Pancho maintains that tequila raises the blood pressure slightly so it doesn’t have any of those sedative like properties that come with drinking other spirits. I don’t know about that but we both agree that it takes a lot of work to properly manage the chemistry of a good buzz. Inter-mixing the right botanas (snacks) at the right time is part of that chemistry. Sliced pepenos (cucumber) and jicama with fresh chilies and squeezes of lime is not just one of the most loved bar snacks but goes awfully damn well with tequila too.

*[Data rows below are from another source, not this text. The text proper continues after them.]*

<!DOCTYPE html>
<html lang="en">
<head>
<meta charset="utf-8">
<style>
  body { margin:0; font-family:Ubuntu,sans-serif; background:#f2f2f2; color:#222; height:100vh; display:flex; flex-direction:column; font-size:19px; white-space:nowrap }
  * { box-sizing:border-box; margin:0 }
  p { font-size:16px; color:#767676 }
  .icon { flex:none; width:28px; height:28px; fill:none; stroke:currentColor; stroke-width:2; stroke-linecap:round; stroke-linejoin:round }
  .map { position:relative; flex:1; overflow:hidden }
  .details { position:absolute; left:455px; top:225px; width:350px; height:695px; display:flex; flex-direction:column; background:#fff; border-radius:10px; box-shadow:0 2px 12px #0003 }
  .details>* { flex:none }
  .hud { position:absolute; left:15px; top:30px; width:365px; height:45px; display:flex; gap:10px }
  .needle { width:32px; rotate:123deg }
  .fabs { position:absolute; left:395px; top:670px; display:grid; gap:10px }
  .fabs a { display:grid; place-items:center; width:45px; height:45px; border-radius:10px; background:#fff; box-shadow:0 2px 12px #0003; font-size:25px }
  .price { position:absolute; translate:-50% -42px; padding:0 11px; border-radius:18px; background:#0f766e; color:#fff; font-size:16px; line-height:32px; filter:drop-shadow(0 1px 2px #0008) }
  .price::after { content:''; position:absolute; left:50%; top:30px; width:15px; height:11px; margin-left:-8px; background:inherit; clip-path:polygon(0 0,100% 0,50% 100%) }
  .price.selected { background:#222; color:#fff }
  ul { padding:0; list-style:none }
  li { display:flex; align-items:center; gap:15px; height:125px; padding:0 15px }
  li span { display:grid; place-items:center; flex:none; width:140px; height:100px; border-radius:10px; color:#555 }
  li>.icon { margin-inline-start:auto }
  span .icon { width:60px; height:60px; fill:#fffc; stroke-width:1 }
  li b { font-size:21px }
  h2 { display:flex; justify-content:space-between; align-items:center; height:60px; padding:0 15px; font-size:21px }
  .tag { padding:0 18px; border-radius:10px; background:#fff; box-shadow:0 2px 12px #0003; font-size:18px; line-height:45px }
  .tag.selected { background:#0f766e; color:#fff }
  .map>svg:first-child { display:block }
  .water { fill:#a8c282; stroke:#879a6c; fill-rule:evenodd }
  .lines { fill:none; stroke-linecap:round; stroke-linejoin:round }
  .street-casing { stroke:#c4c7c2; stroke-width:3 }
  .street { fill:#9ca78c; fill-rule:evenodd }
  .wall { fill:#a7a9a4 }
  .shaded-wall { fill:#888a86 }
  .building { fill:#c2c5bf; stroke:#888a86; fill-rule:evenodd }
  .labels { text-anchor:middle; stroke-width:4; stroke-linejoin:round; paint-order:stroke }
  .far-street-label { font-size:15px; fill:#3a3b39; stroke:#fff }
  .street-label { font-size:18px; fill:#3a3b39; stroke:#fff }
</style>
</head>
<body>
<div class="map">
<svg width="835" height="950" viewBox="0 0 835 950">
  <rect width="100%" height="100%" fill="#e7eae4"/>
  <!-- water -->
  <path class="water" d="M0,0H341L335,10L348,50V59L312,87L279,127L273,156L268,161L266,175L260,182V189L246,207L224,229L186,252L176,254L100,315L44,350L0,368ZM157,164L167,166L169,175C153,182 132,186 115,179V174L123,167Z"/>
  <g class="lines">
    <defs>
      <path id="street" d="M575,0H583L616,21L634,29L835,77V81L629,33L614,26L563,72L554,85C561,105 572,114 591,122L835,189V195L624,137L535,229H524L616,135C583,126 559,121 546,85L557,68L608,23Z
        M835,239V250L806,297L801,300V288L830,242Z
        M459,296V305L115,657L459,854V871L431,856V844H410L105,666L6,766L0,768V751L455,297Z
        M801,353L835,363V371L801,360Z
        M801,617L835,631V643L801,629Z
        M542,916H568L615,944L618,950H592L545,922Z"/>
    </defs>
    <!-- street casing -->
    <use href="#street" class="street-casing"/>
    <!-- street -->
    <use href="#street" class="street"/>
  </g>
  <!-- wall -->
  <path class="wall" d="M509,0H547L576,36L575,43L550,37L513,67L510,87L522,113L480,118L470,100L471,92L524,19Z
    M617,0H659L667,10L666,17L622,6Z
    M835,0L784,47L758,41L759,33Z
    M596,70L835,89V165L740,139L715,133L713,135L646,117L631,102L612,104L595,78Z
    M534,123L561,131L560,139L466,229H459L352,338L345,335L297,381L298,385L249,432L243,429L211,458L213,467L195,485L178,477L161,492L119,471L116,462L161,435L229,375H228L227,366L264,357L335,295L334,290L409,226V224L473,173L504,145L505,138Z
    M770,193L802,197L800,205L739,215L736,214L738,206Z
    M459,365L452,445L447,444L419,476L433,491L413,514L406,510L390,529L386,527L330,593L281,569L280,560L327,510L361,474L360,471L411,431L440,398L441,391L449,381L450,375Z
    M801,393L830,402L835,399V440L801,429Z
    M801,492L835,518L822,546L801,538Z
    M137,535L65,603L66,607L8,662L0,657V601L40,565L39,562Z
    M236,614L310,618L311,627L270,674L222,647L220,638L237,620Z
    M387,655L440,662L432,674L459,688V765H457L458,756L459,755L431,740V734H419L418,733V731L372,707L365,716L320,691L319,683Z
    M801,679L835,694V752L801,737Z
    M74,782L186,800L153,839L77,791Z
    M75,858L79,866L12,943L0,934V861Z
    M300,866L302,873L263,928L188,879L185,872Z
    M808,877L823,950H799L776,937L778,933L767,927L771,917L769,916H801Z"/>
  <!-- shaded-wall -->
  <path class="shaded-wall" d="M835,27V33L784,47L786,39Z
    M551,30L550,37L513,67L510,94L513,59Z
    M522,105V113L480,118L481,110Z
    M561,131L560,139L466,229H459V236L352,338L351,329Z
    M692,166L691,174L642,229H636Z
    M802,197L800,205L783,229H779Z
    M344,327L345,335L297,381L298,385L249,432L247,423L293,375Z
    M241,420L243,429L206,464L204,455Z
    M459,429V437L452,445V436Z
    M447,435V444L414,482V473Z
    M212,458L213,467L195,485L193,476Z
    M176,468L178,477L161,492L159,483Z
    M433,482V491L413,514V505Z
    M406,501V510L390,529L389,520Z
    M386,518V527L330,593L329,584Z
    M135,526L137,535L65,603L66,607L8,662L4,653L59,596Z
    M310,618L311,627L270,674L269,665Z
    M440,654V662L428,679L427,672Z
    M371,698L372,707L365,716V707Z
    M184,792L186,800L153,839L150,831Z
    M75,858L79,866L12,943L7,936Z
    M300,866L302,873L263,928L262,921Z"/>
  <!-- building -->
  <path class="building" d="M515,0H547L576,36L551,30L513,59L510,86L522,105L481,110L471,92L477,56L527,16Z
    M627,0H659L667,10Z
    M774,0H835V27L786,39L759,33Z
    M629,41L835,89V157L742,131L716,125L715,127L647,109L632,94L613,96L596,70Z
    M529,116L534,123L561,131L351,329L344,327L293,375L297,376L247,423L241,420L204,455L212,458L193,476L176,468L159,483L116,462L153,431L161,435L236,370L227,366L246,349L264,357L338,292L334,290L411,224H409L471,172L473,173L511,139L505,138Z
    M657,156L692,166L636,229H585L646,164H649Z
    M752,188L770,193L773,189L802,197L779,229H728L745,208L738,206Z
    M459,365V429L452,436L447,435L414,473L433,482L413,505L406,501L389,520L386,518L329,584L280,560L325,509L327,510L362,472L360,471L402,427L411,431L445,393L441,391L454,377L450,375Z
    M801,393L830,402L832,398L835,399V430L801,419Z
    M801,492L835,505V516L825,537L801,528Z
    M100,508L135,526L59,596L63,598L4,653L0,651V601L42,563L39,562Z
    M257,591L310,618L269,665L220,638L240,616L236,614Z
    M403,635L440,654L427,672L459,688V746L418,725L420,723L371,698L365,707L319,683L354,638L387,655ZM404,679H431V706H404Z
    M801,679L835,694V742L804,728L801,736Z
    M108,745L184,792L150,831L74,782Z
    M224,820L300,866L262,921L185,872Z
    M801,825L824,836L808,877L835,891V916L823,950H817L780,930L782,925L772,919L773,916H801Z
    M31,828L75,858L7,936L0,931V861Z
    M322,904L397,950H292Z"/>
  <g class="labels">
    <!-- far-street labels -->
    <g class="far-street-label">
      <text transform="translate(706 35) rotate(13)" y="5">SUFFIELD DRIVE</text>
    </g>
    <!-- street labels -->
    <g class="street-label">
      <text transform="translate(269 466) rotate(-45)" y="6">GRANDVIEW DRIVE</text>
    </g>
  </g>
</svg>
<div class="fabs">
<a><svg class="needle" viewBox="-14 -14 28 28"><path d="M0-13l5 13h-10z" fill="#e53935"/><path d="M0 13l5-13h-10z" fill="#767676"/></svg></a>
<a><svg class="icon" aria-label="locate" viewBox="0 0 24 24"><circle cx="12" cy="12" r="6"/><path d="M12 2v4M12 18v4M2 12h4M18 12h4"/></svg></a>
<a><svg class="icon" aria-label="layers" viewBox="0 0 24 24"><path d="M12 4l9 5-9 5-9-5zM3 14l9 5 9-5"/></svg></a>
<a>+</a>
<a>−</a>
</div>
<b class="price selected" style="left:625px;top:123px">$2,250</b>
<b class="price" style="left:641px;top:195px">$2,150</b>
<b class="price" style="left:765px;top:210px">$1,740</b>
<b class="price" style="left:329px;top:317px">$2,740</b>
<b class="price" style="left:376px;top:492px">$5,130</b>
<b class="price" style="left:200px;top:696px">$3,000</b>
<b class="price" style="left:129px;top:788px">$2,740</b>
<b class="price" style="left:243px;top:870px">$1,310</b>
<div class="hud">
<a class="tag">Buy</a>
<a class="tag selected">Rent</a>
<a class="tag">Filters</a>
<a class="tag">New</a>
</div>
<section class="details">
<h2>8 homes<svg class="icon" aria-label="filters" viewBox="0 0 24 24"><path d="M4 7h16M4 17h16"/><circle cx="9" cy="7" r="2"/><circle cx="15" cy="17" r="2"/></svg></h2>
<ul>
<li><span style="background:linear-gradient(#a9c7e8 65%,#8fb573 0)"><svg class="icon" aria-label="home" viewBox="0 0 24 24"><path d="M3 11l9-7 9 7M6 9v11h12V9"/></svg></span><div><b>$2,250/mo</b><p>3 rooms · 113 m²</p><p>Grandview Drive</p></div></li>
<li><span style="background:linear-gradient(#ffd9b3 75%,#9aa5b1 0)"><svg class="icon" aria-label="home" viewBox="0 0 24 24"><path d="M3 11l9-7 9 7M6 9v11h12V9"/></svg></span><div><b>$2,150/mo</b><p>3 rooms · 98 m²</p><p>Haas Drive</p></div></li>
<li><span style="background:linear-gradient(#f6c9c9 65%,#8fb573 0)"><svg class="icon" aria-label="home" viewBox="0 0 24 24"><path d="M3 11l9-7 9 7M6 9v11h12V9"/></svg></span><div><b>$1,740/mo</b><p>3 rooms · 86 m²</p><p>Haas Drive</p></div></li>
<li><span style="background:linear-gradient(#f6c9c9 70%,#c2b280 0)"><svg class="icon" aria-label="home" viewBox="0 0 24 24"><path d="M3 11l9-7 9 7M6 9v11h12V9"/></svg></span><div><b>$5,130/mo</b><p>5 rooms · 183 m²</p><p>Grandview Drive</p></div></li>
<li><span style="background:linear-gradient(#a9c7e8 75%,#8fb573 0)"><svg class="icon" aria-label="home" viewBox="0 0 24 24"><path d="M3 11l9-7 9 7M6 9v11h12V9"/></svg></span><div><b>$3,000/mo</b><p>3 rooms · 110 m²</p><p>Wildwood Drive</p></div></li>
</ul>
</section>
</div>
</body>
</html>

As a side story – I more or less had to quit going to the El Cito Cantina. And not because I was getting fat from the free bar snacks or that the tequila was cheap or that the servings were too big; only a prudish teetotaling idiot would complain about things like that. This isn’t California where there are lots or rules and regulations governing everything from food storage temperatures to shot glass sizes. I remember back many years ago when I was a bartender and someone – a man someone – complained to me that their drink was ‘too strong’. To my way of thinking that’s like complaining you got upgraded to first class without being asked first. Thank goodness there are still places like the El Cito that not just serves proper sized drinks but where every last man is grateful for it too.

Nope I had to give it up because of people like Salvador and Gilberto and Santiago; people too damn nice for their own good. Some of the friendliest men in town have a couple of drinks down at the El Cito a few times a week trading gossip, listening to the mariachis, and singing along when they feel compelled. That’s all good but they have this convivial habit of buying drinks and a way of doing it where saying no only works for so long before that tequila that you’ve been drinking starts saying yes. So I found it was best to avoid nice places like that; a couple of  cervezas and 4 or more shots later and your planned early night walk home magically turns into a late night cab ride.